[Dataset entries — start]

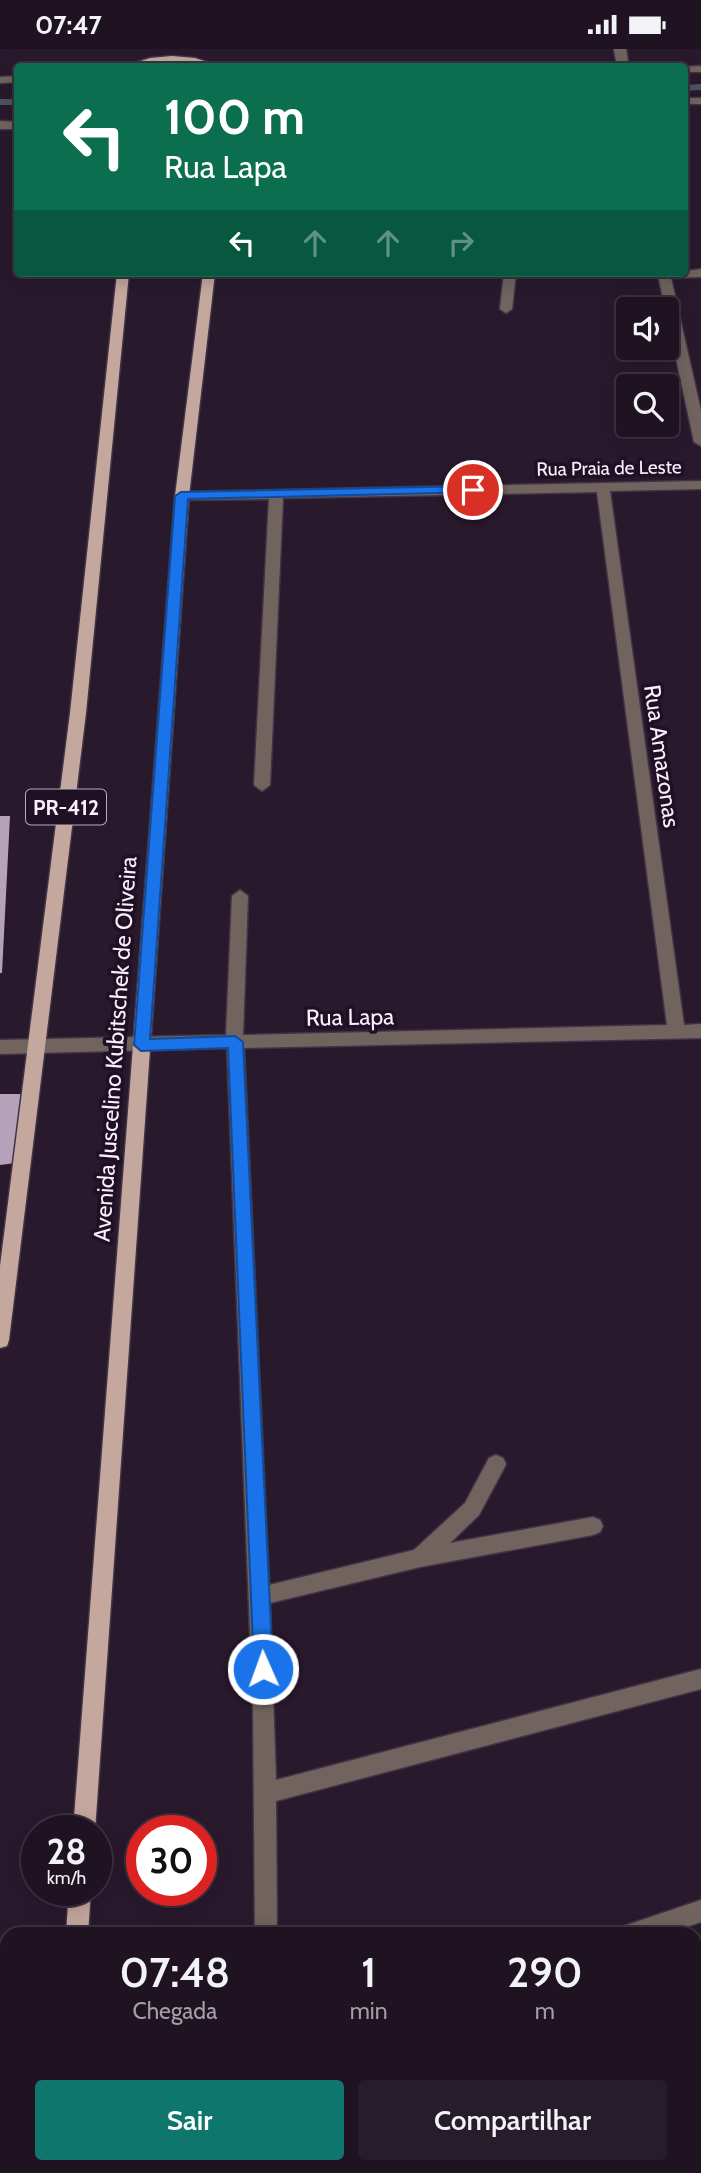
<!DOCTYPE html>
<html lang="pt">
<head>
<meta charset="utf-8">
<style>
	body { margin:0; font-family:Cabin,sans-serif; background:#271c2a; color:#f1f3f6; height:100vh; display:flex; flex-direction:column; font-size:26px; white-space:nowrap }
	* { box-sizing:border-box; margin:0 }
	p { font-size:23px; color:#a19ea5 }
	.icon { flex:none; width:38px; height:38px; fill:none; stroke:currentColor; stroke-width:2; stroke-linecap:round; stroke-linejoin:round }
	.map { position:relative; flex:1; overflow:hidden }
	.drawer { position:absolute; left:0px; top:1878px; width:702px; height:247px; display:flex; flex-direction:column; background:#1f1322; border-radius:21px 21px 0 0; box-shadow:0 4px 18px #0003,0 0 0 2px #3c3240 }
	.drawer>* { flex:none }
	.guide { position:absolute; left:14px; top:14px; width:674px; height:214px; border-radius:7px; box-shadow:0 4px 18px #0003,0 0 0 2px #3c3240; background:#0b6e4f; color:#fff; overflow:hidden }
	.tools { position:absolute; left:616px; top:248px; display:grid; gap:14px }
	.tools a { display:grid; place-items:center; width:63px; height:63px; border-radius:7px; background:#1f1322; box-shadow:0 4px 18px #0003,0 0 0 2px #3c3240; font-size:35px }
	.speed { position:absolute; left:21px; top:1766px; display:flex; gap:14px; font-size:35px; font-weight:700; text-align:center }
	.speed>* { display:grid; place-content:center; width:91px; height:91px; border-radius:50%; background:#1f1322; box-shadow:0 4px 18px #0003,0 0 0 2px #3c3240; line-height:1 }
	.speed small { font-size:18px; font-weight:400 }
	.speed .limit { border:10px solid #d22; background:#fff; color:#111 }
	.pin { position:absolute; display:grid; place-items:center; width:60px; height:60px; color:#fff; margin:-30px; border:4px solid #fff; border-radius:50%; box-shadow:0 2px 7px #0007 }
	.me { position:absolute; width:77px; margin:-38px; rotate:358deg; stroke-linejoin:round; filter:drop-shadow(0 0 5px #0008) }
	.turn { display:flex; align-items:center; gap:24px; height:147px; padding:0 35px; font-size:32px }
	.turn .icon { width:91px; height:91px; stroke-width:2.5 }
	.turn b { display:block; font-size:49px; line-height:60px }
	.lanes { display:flex; align-items:center; height:66px; padding:0 35px; background:#0003; justify-content:center; gap:35px; direction:ltr }
	.lanes .off { opacity:.35 }
	.eta { display:flex; justify-content:space-evenly; align-items:center; height:119px; text-align:center }
	.eta b { font-size:42px; font-weight:600; line-height:49px }
	.cta { display:flex; gap:14px; margin-top:auto; padding:14px 35px }
	.cta a { flex:1; height:80px; border-radius:7px; background:#0f766e; color:#fff; font-size:28px; font-weight:600; line-height:80px; text-align:center }
	.cta a+a { background:#271c2a; color:#f1f3f6 }
	.status { display:flex; justify-content:space-between; align-items:center; height:49px; padding:0 35px; background:#1f1322; direction:ltr }
	.status svg { height:19px; fill:currentColor }
	.map>svg:first-child { display:block }
</style>
</head>
<body>
<div class="status"><b>07:47</b><svg viewBox="0 0 49 12"><path d="M0 12V9h3v3zM5 12V6h3v6zM10 12V3h3v9zM15 12V0h3v12zM26 1h20v11H26zM47 4h2v5h-2z"/></svg></div>
<div class="map">
<svg width="701" height="2124" viewBox="0 0 701 2124">
	<rect width="100%" height="100%" fill="#29192d"/>
	<g fill="none" stroke-linecap="round" stroke-linejoin="round">
		<g fill="#4b5560" fill-rule="evenodd">
			<path d="M 701,35 L 701,41 L 684,42 L 684,36 Z"/>
			<rect x="0" y="50" width="18" height="6"/>
		</g>
	</g>
	<g fill="#b5a1ba">
		<path d="M 0,767 L 10,767 L 2,924 L 0,924 Z"/>
		<path d="M 0,1045 L 23,1045 L 16,1114 L 0,1116 Z"/>
		<path d="M 701,1982 L 701,2124 L 418,2124 L 416,2118 L 695,2118 L 695,1985 Z"/>
	</g>
	<g fill="none" stroke-linecap="round" stroke-linejoin="round">
		<defs>
			<g id="minor">
				<path d="M 614,0 L 626,0 L 629,18 L 617,18 Z"/>
				<path d="M 701,17 L 701,23 L 684,23 L 684,18 L 680,18 Z"/>
				<path d="M 18,27 L 18,33 L 0,34 L 0,28 Z"/>
				<rect x="684" y="49" width="17" height="6"/>
				<path d="M 0,72 L 18,73 L 18,80 L 0,80 Z"/>
				<path d="M 701,220 L 701,228 L 671,229 L 701,362 L 701,397 L 694,393 L 658,226 Z"/>
				<path d="M 504,224 L 516,224 L 512,260 L 506,264 L 500,260 Z"/>
				<path d="M 701,432 L 701,440 L 610,442 L 684,976 L 701,975 L 701,989 L 244,999 L 269,1536 L 414,1501 L 465,1454 L 489,1409 L 496,1406 L 503,1409 L 506,1415 L 503,1421 L 479,1466 L 450,1494 L 593,1468 L 600,1471 L 603,1477 L 600,1483 L 593,1486 L 420,1518 L 270,1554 L 276,1731 L 701,1620 L 701,1640 L 276,1752 L 277,1885 L 255,1885 L 253,1662 L 227,999 L 0,1005 L 0,991 L 226,986 L 232,847 L 240,841 L 248,847 L 243,986 L 667,976 L 597,443 L 283,449 L 270,736 L 262,742 L 254,736 L 269,450 L 182,451 L 175,447 L 182,443 Z"/>
				<path d="M 701,1851 L 701,1873 L 666,1885 L 621,1885 L 624,1877 Z"/>
				<rect x="250" y="2118" width="24" height="6"/>
			</g>
			<g id="major">
				<path d="M 172,7 L 195,9 L 223,18 L 172,14 L 122,18 L 150,9 Z"/>
				<path d="M 117,224 L 129,224 L 86,664 L 9,1291 L 7,1297 L 0,1299 L 0,1217 L 70,664 Z"/>
				<path d="M 203,224 L 215,224 L 189,447 L 95,1782 L 73,1782 L 175,447 Z"/>
				<path d="M 69,1841 L 91,1841 L 88,1885 L 66,1885 Z"/>
				<path d="M 48,2118 L 72,2118 L 71,2124 L 47,2124 Z"/>
			</g>
		</defs>
		<use href="#minor" stroke="#423346" stroke-width="3"/>
		<use href="#major" stroke="#423346" stroke-width="3"/>
		<use href="#minor" fill="#71645f" fill-rule="evenodd"/>
		<use href="#major" fill="#c4a89e" fill-rule="evenodd"/>
	</g>
	<path fill="#1a73e8" stroke="#114b97" stroke-width="2" d="M 473,437 L 480,441 L 478,443 L 188,450 L 150,990 L 235,987 L 243,993 L 273,1620 L 270,1627 L 263,1629 L 257,1627 L 254,1620 L 228,999 L 141,1002 L 134,996 L 175,447 L 181,443 Z"/>
	<g text-anchor="middle" dominant-baseline="central" stroke-width="7" stroke-linejoin="round" paint-order="stroke">
		<g font-size="19" fill="#faeffd" stroke="#1f1023">
			<text transform="translate(609 419) rotate(-1)">Rua Praia de Leste</text>
		</g>
		<rect fill="#1f1023" stroke="#b8acbc" stroke-width="2" x="26" y="740.5" width="80" height="35" rx="5"/>
		<g font-size="21" font-weight="bold" fill="#faeffd">
			<text x="66" y="758">PR-412</text>
		</g>
		<g font-size="23" fill="#faeffd" stroke="#1f1023">
			<text transform="translate(662 707) rotate(82)">Rua Amazonas</text>
			<text transform="translate(350 968) rotate(-1)">Rua Lapa</text>
			<text transform="translate(115 1000) rotate(-86)">Avenida Juscelino Kubitschek de Oliveira</text>
		</g>
	</g>
</svg>
<div class="tools">
<a><svg class="icon" aria-label="sound" viewBox="0 0 24 24"><path d="M4 9h4l5-4v14l-5-4H4zM17 9q2 3 0 6"/></svg></a>
<a><svg class="icon" aria-label="search" viewBox="0 0 24 24"><circle cx="10" cy="10" r="6"/><path d="M15 15l6 6"/></svg></a>
</div>
<div class="speed"><div>28<small>km/h</small></div><div class="limit">30</div></div>
<div class="pin" style="left:473px;top:441px;background:#d93025"><svg class="icon" aria-label="arrive" viewBox="0 0 24 24"><path d="M6 21V4h12l-3 4 3 4H6"/></svg></div>
<svg class="me" style="left:263px;top:1620px" viewBox="-20 -20 40 40"><circle r="17" fill="#1a73e8" stroke="#fff" stroke-width="3"/><path d="M0-11L8 9 0 5-8 9z" fill="#fff"/></svg>
<div class="guide">
<div class="turn"><svg class="icon" aria-label="left" viewBox="0 0 24 24"><path d="M17 20v-9H6M10 6l-5 5 5 5"/></svg><div><b>100 m</b>Rua Lapa</div></div>
<div class="lanes"><svg class="icon" aria-label="left" viewBox="0 0 24 24"><path d="M17 20v-9H6M10 6l-5 5 5 5"/></svg><svg class="icon off" aria-label="ahead" viewBox="0 0 24 24"><path d="M12 20V5M6 11l6-6 6 6"/></svg><svg class="icon off" aria-label="ahead" viewBox="0 0 24 24"><path d="M12 20V5M6 11l6-6 6 6"/></svg><svg class="icon off" aria-label="right" viewBox="0 0 24 24"><path d="M7 20v-9h11M14 6l5 5-5 5"/></svg></div>
</div>
<section class="drawer">
<div class="eta">
<div><b>07:48</b><p>Chegada</p></div>
<div><b>1</b><p>min</p></div>
<div><b>290</b><p>m</p></div>
</div>
<div class="cta"><a>Sair</a><a>Compartilhar</a></div>
</section>
</div>
</body>
</html>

[Dataset entries — finish]

Please restate the material above line by line, exactly, beginning at its first line and ending with the line that contains "border:10px solid #d22;", without any pictures.

<!DOCTYPE html>
<html lang="pt">
<head>
<meta charset="utf-8">
<style>
	body { margin:0; font-family:Cabin,sans-serif; background:#271c2a; color:#f1f3f6; height:100vh; display:flex; flex-direction:column; font-size:26px; white-space:nowrap }
	* { box-sizing:border-box; margin:0 }
	p { font-size:23px; color:#a19ea5 }
	.icon { flex:none; width:38px; height:38px; fill:none; stroke:currentColor; stroke-width:2; stroke-linecap:round; stroke-linejoin:round }
	.map { position:relative; flex:1; overflow:hidden }
	.drawer { position:absolute; left:0px; top:1878px; width:702px; height:247px; display:flex; flex-direction:column; background:#1f1322; border-radius:21px 21px 0 0; box-shadow:0 4px 18px #0003,0 0 0 2px #3c3240 }
	.drawer>* { flex:none }
	.guide { position:absolute; left:14px; top:14px; width:674px; height:214px; border-radius:7px; box-shadow:0 4px 18px #0003,0 0 0 2px #3c3240; background:#0b6e4f; color:#fff; overflow:hidden }
	.tools { position:absolute; left:616px; top:248px; display:grid; gap:14px }
	.tools a { display:grid; place-items:center; width:63px; height:63px; border-radius:7px; background:#1f1322; box-shadow:0 4px 18px #0003,0 0 0 2px #3c3240; font-size:35px }
	.speed { position:absolute; left:21px; top:1766px; display:flex; gap:14px; font-size:35px; font-weight:700; text-align:center }
	.speed>* { display:grid; place-content:center; width:91px; height:91px; border-radius:50%; background:#1f1322; box-shadow:0 4px 18px #0003,0 0 0 2px #3c3240; line-height:1 }
	.speed small { font-size:18px; font-weight:400 }
	.speed .limit { border:10px solid #d22; background:#fff; color:#111 }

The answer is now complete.